What the task asks: Give the number of lines in the entries below that hold "stream", with no accompanying words.

Dataset excerpts:
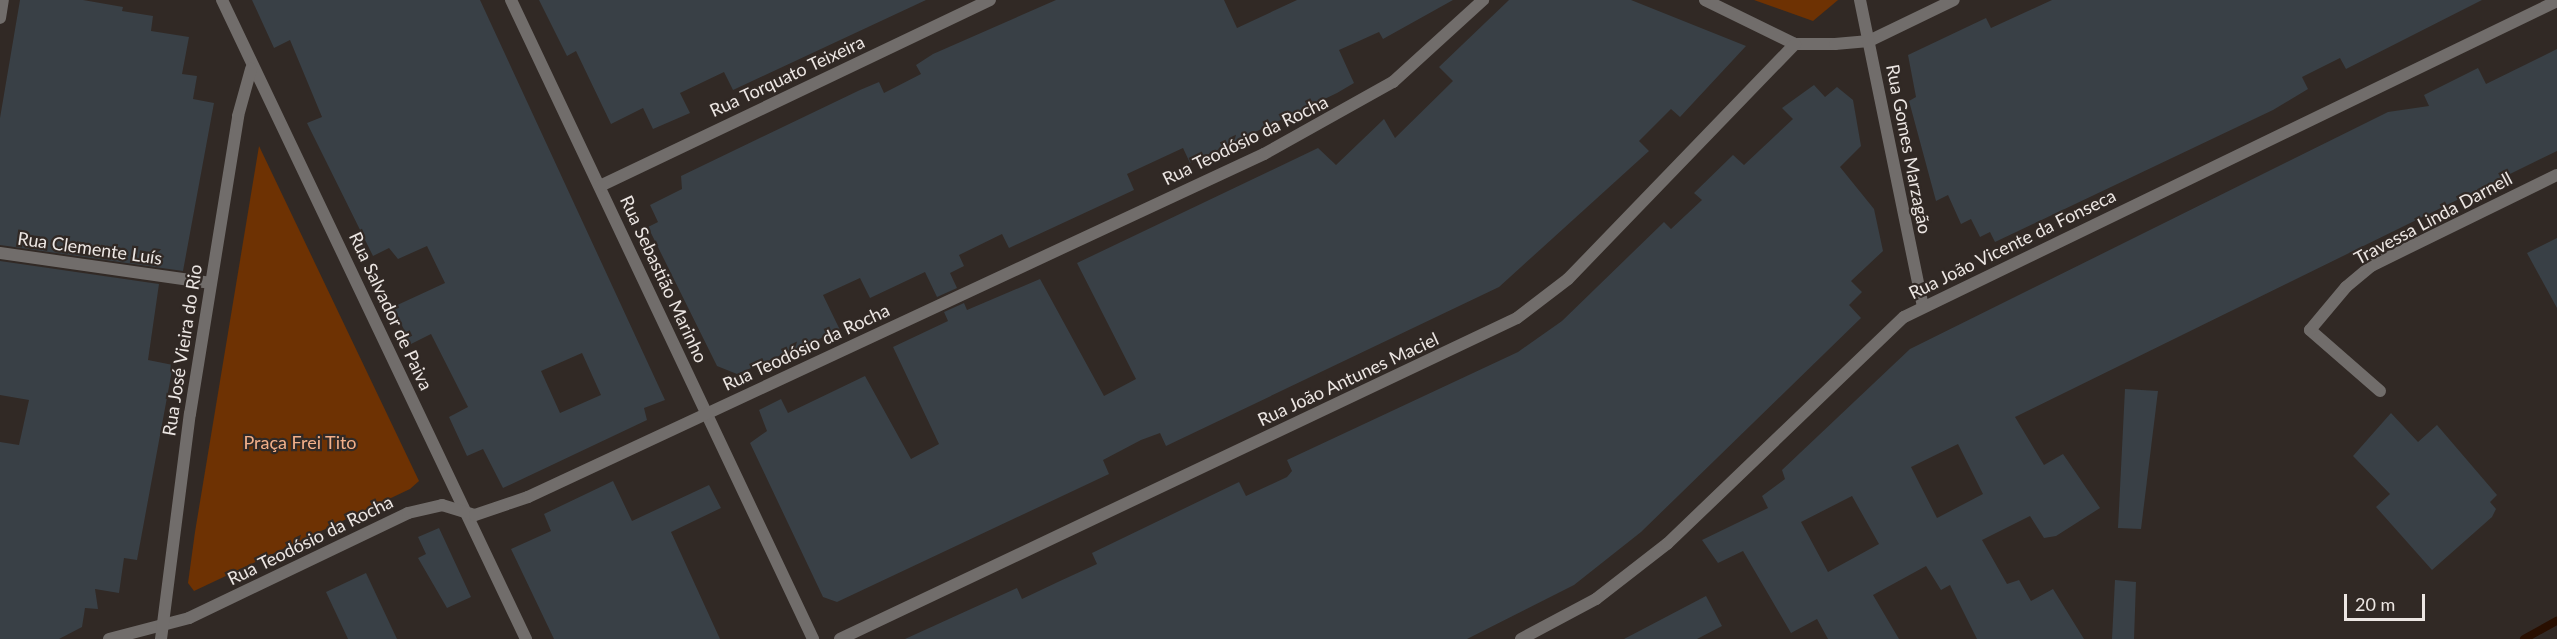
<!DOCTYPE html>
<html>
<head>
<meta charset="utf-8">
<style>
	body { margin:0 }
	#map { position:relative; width:2557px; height:639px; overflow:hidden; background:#312925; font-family:Lato,sans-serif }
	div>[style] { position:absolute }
	.green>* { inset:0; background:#6e3203 }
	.stream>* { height:8px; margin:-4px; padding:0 4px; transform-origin:4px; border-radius:4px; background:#290f01 }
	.building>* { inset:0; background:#394046 }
	.minor>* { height:12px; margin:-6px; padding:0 6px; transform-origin:6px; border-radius:6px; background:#716d6b }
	span { translate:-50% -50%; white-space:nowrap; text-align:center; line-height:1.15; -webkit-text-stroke:4.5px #312925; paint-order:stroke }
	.street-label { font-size:18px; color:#ece6e3 }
	.park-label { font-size:18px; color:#f3b08a }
	.scale { position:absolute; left:2344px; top:594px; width:81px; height:27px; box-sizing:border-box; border:3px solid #ece6e3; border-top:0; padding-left:8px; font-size:18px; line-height:21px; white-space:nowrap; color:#ece6e3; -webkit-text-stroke:4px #312925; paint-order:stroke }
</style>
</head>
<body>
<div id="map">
	<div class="green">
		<i style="clip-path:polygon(1754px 0,1838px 0,1813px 21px)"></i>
		<i style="clip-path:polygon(259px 146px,419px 481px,410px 489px,194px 591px,188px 583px,195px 532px)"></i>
	</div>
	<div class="stream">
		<i style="left:2524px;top:639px;width:38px;rotate:-29deg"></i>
	</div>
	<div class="building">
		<i style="clip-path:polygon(20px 0,83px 0,123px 7px,122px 11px,153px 16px,151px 31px,189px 37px,182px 74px,197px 76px,193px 99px,214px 103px,183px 271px,0 245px,0 118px)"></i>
		<i style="clip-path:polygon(evenodd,252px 0,480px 0,665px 400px,644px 408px,647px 420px,503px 488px,483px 449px,467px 456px,449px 417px,468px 407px,431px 334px,411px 344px,393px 307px,445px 283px,427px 246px,398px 259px,389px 248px,373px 256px,307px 123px,322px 117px,290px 40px,274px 48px,252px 0,582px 353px,601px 395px,560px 413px,541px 371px,582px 353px)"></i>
		<i style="clip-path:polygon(539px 0,926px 0,733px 90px,724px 72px,680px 93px,690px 113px,653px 129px,643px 108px,611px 124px,576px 51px,567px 56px)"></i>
		<i style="clip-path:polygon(1056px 0,1224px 0,1237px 28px,1297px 0,1453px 0,1383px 39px,1379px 32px,1339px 50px,1354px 83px,1337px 93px,1190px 163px,1183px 148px,1127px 174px,1134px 190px,1009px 248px,1002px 234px,959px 255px,964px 266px,950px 273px,957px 288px,937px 297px,925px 272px,870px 298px,860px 278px,823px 295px,840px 330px,737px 374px,717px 366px,648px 227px,658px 222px,650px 205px,682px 189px,681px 176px,860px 90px,879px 82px,884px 93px,921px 74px,916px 65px,933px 54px)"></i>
		<i style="clip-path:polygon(1509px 0,1631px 0,1746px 46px,1680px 117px,1671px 109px,1639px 141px,1649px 151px,1499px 287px,1166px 446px,1160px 433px,1141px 440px,1103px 460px,1109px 474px,837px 602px,823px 597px,750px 443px,767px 431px,759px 410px,781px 399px,788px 413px,865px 376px,911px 459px,939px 444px,893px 347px,948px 321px,944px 312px,964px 303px,967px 310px,1040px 279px,1104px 396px,1136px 379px,1077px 263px,1318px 148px,1336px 165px,1384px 119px,1395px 138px,1453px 81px,1439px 67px)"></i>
		<i style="clip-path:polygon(2052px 0,2482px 0,2346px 69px,2340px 58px,2302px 77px,2308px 89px,2273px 110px,1995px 242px,1990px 232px,1980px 237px,1971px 219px,1961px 224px,1948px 195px,1936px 201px,1909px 101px,1916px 97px,1908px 55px,1986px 18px,1991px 28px)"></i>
		<i style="clip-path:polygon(evenodd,2557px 49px,2557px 151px,2015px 417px,2044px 465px,2063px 454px,2100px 508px,2056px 536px,2044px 538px,2030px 516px,1982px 540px,2007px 584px,2019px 580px,2031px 601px,2053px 589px,2084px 639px,1977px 639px,1950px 585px,1941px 590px,1926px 566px,1873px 595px,1899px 639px,1828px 639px,1817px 619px,1791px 633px,1743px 551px,1718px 563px,1702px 540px,1768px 508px,1762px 496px,1785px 479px,1782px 470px,1910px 349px,2388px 112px,2429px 106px,2424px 95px,2478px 68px,2486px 84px,2557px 49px,1958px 444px,1983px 494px,1937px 518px,1911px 467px,1958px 444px,2557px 49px,1852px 496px,1879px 544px,1828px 572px,1801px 522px,1852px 496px)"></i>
		<i style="clip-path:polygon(1814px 85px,1825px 97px,1837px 87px,1853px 100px,1861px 146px,1840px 167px,1874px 209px,1883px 251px,1851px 281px,1862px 292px,1849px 305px,1861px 318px,1641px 532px,1574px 585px,1467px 639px,905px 639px,1017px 588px,1022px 599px,1060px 581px,1097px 564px,1092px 553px,1239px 482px,1246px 496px,1287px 477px,1292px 471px,1287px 460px,1518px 352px,1562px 321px,1664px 222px,1671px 229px,1702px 200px,1694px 193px,1733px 155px,1744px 165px,1793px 119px,1782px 108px)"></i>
		<i style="clip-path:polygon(2557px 238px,2557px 308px,2527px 253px)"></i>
		<i style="clip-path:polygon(0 261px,159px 284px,148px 360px,173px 365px,137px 560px,124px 558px,119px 593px,95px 589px,98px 609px,85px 608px,82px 627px,59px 639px,0 639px,0 442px,19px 445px,29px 400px,0 395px)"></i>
		<i style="clip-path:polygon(2125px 389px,2158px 391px,2141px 529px,2118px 528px)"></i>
		<i style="clip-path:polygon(2391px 413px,2418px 442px,2437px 425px,2497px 495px,2490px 502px,2496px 509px,2492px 517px,2432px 570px,2376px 507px,2390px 494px,2353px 456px)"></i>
		<i style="clip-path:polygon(613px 481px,632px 521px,709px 485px,721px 508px,671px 532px,720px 639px,554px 639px,511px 549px,551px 531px,544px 514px)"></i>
		<i style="clip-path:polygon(439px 528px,471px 597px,447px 608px,418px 558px,426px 554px,418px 537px)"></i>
		<i style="clip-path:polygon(366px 573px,397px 639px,348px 639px,326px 592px)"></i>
		<i style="clip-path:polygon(2115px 580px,2136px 582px,2134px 639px,2112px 639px)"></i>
		<i style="clip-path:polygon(1706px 596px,1722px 626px,1697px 639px,1624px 639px)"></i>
	</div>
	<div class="minor">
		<i style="left:222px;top:0;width:708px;rotate:64.56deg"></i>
		<i style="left:511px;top:0;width:707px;rotate:64.7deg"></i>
		<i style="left:1705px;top:0;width:100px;rotate:26.1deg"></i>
		<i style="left:1795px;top:44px;width:40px"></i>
		<i style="left:1835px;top:44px;width:34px;rotate:-5deg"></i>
		<i style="left:1869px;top:41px;width:94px;rotate:-25.8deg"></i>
		<i style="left:1860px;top:0;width:312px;rotate:78.4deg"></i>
		<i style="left:0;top:18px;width:18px;rotate:-81deg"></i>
		<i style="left:600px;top:186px;width:432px;rotate:-25.5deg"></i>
		<i style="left:0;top:253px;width:213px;rotate:8.1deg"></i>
		<i style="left:2380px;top:391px;width:93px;rotate:-138.9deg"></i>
		<i style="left:2310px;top:330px;width:56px;rotate:-50.1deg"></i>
		<i style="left:2346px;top:287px;width:33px;rotate:-40deg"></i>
		<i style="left:2371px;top:266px;width:207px;rotate:-26.1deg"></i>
		<i style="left:109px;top:639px;width:83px;rotate:-14.7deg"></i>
		<i style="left:189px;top:618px;width:243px;rotate:-25.6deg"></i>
		<i style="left:408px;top:513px;width:35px;rotate:-13deg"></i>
		<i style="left:442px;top:505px;width:34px;rotate:17deg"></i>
		<i style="left:475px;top:515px;width:56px;rotate:-18.8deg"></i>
		<i style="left:528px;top:497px;width:812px;rotate:-24.99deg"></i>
		<i style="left:1264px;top:154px;width:148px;rotate:-29.2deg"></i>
		<i style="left:1393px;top:82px;width:122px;rotate:-42.3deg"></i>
		<i style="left:161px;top:639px;width:227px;rotate:-82.7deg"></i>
		<i style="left:190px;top:414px;width:302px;rotate:-80.8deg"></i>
		<i style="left:238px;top:116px;width:49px;rotate:-74.5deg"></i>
		<i style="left:840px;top:639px;width:749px;rotate:-25.37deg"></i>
		<i style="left:1517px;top:318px;width:64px;rotate:-37.4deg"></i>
		<i style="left:1568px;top:279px;width:327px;rotate:-46deg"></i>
		<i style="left:1521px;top:639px;width:85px;rotate:-28.1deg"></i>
		<i style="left:1596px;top:599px;width:90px;rotate:-37.8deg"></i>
		<i style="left:1667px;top:544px;width:328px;rotate:-43.8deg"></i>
		<i style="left:1904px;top:317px;width:725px;rotate:-25.82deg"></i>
	</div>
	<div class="street-label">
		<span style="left:787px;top:76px;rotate:-25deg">Rua Torquato Teixeira</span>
		<span style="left:1245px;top:140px;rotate:-26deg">Rua Teodósio da Rocha</span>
		<span style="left:1909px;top:149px;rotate:79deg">Rua Gomes Marzagão</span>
		<span style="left:2433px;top:218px;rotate:-28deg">Travessa Linda Darnell</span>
		<span style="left:2012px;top:244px;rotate:-26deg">Rua João Vicente da Fonseca</span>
		<span style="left:90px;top:248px;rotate:8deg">Rua Clemente Luís</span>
		<span style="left:664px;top:279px;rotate:65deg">Rua Sebastião Marinho</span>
		<span style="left:391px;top:311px;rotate:65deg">Rua Salvador de Paiva</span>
		<span style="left:806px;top:347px;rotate:-25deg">Rua Teodósio da Rocha</span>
		<span style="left:182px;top:350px;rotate:-81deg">Rua José Vieira do Rio</span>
		<span style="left:1348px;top:379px;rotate:-25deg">Rua João Antunes Maciel</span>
		<span style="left:310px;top:540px;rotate:-26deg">Rua Teodósio da Rocha</span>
	</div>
	<div class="park-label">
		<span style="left:300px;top:442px">Praça Frei Tito</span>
	</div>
	<div class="scale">20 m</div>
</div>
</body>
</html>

Exercise result: 2